You pack a huge bag of everything—from shorts to a winter jacket. Why? Because mom is worried about you. Then you and your siblings board a bus and head to the most amazing camp in the world! There are trees, fresh air and it’s sunny out. But most of all, there are kids like you! You sleep on bunk beds, stay up all night and talk about cute boys. And in the morning, you sit with your team for breakfast. When you’re full, you head out for the day and take part in incredible activities—rafting, climbing, high ropes, puddle-jumping, archery, arts and crafts and swimming. After that long day, you go to bed, wake up and do it all over again the next day. When the end of the week comes, you’ve made a bunch of new friends and had the best time of your life. Hands down. And, for an entire week, you forgot you ever had cancer.

Pretty sweet, hey?

Camp is the one place where we are equal. No one judges you because you’re the girl who’s bald or because you have a slight limp due to surgery or because you’re missing a leg. Camp is a magical place. It’s a place you have to experience yourself to really understand.

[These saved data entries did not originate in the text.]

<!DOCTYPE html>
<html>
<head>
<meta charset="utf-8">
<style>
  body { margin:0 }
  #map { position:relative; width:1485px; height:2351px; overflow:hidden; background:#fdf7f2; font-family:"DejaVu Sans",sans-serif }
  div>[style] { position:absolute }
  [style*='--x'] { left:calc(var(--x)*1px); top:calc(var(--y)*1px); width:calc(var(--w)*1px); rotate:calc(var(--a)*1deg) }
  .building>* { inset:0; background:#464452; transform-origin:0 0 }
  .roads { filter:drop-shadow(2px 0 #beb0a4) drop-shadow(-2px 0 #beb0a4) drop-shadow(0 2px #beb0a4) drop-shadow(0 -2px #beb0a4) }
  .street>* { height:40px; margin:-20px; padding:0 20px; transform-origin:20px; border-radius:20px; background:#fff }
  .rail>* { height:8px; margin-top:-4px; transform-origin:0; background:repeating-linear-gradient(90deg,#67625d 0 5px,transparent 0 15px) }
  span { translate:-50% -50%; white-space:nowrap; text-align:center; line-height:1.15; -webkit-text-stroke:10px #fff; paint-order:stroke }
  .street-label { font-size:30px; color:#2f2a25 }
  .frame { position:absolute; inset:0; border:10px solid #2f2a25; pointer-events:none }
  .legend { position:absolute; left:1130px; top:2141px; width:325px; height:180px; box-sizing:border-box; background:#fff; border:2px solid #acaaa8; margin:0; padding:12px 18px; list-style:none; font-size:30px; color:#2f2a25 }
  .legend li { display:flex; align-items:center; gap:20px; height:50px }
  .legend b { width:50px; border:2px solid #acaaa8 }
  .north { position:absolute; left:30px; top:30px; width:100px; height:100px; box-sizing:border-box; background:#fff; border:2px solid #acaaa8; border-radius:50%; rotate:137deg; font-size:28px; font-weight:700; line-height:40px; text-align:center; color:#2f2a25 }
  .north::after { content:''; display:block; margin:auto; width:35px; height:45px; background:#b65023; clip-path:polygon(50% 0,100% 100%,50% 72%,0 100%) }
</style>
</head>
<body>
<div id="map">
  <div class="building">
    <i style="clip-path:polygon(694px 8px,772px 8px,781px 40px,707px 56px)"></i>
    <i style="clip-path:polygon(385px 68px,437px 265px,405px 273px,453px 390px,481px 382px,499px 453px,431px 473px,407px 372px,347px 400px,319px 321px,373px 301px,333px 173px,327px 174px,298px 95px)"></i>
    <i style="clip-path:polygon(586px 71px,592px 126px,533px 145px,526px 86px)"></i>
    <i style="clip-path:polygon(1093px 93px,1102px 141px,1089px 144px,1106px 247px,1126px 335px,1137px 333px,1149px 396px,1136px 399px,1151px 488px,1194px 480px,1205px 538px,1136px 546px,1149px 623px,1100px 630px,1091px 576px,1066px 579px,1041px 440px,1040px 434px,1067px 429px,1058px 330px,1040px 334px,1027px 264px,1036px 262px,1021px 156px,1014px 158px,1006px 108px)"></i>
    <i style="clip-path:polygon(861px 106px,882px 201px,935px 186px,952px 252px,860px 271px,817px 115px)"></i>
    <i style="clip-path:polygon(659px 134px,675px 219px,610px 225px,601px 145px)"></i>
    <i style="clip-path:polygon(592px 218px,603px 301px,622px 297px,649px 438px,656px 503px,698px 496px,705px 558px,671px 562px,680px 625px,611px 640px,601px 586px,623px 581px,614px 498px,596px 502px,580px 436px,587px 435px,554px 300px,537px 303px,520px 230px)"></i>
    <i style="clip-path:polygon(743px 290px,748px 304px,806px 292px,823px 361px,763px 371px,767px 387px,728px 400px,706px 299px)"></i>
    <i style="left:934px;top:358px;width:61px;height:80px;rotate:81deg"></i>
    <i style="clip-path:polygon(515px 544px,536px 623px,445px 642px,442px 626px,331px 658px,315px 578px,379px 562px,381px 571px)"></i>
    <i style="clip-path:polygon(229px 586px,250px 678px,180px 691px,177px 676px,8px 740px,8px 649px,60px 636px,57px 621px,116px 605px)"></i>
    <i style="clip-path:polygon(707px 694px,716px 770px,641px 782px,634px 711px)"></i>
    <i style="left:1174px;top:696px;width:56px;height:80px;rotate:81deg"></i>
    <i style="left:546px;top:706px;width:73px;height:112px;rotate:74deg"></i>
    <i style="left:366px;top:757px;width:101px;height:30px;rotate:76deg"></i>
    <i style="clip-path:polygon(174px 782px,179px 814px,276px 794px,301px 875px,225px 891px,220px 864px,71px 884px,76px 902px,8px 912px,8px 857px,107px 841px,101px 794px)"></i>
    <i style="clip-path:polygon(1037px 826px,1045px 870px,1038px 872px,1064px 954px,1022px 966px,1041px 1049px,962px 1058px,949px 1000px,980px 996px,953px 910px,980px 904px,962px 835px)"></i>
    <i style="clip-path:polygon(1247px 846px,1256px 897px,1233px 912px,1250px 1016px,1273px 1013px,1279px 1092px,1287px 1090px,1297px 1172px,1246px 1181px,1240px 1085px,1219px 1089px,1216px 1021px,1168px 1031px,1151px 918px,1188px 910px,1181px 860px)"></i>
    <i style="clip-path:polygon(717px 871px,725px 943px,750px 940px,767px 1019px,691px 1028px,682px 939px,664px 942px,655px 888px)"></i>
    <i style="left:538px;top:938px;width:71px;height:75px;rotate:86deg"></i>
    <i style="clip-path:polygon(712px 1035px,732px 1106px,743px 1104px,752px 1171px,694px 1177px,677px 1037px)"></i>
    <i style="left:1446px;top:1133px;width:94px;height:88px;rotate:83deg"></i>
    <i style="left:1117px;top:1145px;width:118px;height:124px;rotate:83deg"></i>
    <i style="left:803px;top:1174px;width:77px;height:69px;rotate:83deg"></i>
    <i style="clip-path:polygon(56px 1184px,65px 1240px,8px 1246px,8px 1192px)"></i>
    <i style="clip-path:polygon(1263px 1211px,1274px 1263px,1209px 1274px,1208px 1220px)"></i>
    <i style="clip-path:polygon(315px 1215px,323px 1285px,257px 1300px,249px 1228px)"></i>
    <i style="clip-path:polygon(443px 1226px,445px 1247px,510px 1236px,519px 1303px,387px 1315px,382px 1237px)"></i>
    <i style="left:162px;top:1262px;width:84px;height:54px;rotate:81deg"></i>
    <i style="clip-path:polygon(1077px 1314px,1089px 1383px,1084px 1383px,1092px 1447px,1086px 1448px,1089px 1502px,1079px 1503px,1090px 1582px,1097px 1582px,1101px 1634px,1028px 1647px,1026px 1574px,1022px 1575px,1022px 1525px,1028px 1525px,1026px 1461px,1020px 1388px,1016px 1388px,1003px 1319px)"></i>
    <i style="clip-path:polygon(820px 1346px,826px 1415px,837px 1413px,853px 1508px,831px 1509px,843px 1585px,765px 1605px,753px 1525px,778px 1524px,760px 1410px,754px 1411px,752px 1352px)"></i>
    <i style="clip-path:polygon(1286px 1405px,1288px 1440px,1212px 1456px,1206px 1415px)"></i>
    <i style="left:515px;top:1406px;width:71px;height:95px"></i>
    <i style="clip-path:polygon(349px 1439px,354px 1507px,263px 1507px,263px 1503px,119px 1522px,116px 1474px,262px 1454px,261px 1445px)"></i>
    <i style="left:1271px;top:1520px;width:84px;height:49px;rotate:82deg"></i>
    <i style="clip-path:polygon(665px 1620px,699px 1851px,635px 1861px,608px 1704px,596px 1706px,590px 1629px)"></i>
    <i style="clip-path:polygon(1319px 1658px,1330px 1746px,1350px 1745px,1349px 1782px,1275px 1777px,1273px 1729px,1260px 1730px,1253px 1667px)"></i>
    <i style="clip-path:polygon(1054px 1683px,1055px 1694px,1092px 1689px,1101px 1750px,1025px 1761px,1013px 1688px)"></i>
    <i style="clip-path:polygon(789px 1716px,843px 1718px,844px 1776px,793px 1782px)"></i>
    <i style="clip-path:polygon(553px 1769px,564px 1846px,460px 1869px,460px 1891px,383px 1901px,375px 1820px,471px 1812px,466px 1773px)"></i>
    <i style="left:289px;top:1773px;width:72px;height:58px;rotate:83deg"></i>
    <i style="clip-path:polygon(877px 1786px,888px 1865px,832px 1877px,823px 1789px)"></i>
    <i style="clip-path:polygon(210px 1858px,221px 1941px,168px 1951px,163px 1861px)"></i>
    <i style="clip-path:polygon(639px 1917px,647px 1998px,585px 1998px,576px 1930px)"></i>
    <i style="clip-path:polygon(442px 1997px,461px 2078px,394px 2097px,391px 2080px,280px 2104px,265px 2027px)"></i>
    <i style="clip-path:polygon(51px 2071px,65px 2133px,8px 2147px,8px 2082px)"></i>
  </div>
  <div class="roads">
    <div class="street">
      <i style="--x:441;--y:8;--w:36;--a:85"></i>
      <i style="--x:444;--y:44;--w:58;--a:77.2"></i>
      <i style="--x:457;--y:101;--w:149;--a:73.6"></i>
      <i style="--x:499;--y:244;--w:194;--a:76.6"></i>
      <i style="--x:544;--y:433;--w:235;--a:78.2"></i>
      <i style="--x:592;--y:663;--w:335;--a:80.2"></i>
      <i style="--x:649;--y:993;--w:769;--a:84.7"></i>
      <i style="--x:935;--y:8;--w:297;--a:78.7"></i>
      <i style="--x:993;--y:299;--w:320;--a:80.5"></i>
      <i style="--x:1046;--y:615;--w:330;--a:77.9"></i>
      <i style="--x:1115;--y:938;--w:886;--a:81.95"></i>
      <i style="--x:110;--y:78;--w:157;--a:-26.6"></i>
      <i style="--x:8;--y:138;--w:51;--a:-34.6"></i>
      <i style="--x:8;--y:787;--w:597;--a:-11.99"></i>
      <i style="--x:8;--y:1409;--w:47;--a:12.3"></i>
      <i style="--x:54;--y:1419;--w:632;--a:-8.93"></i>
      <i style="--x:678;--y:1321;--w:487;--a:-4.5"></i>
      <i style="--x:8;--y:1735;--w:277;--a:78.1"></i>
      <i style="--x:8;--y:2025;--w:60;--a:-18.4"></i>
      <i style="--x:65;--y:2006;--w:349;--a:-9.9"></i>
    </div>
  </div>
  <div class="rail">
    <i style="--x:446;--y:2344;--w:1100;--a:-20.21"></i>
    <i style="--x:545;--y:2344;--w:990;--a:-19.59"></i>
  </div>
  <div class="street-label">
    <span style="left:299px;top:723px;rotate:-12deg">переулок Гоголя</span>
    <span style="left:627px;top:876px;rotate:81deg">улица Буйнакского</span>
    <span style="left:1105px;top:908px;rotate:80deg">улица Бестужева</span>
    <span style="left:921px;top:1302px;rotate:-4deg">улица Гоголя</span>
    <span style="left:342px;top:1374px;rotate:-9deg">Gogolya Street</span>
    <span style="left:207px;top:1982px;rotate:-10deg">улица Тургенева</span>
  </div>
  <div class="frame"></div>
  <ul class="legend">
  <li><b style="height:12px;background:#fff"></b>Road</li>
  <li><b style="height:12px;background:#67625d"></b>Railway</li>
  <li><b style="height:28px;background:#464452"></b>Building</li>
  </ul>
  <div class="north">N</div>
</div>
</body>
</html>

Camp is where I met my best friend, Danielle. She and I met during our second summer at camp. After attending Camp SunSeeker, which is a ten-day backpacking trip through the mountains, Danielle and I decided to work at camp the following summer. That was last summer, the best summer ever. Eight weeks of camp. It doesn’t get much better.

Lessons Learned
The most important thing I have taken from my cancer experience is realizing how much we take our lives for granted. We need to take a step back and enjoy the simple pleasures of life. Really…who chooses cancer? It could choose you tomorrow. You could wake up with a lump, or you could find out that the kid next door has cancer, or worse, your own child. In Alberta every year, more than one hundred children are diagnosed with this disease and thousands more are living with its after effects. Cancer kills more children than any other disease. Two out of every 10 children who are diagnosed with cancer loose the battle.

My oncologist, Dr. Coppes, told my parents: “Taylor has a 60 per cent chance of beating leukemia but there is really no 60 per cent, its either 100 or 0—you either make it or you don’t.” And that’s the reality of childhood cancer. I was one of the lucky ones.

Turning bad days into good days
If you asked me when I was six what I wanted to be when I grew up, I would have given you the same answer as now: a pediatric oncology nurse. Nurses were some of my best friends when I was in the hospital. They could make a day go from really bad to really good just by sitting and reading a book when tucking you into bed. I love working with kids and I want to have a meaningful impact on their lives—especially when they are going through something as rough as cancer. That’s my hope for the future—to turn bad days into good days for children with cancer.

Taylor was a KCCFA ambassador in 2007. The above story is taken from the speech she gave at fundraising events around the province that year.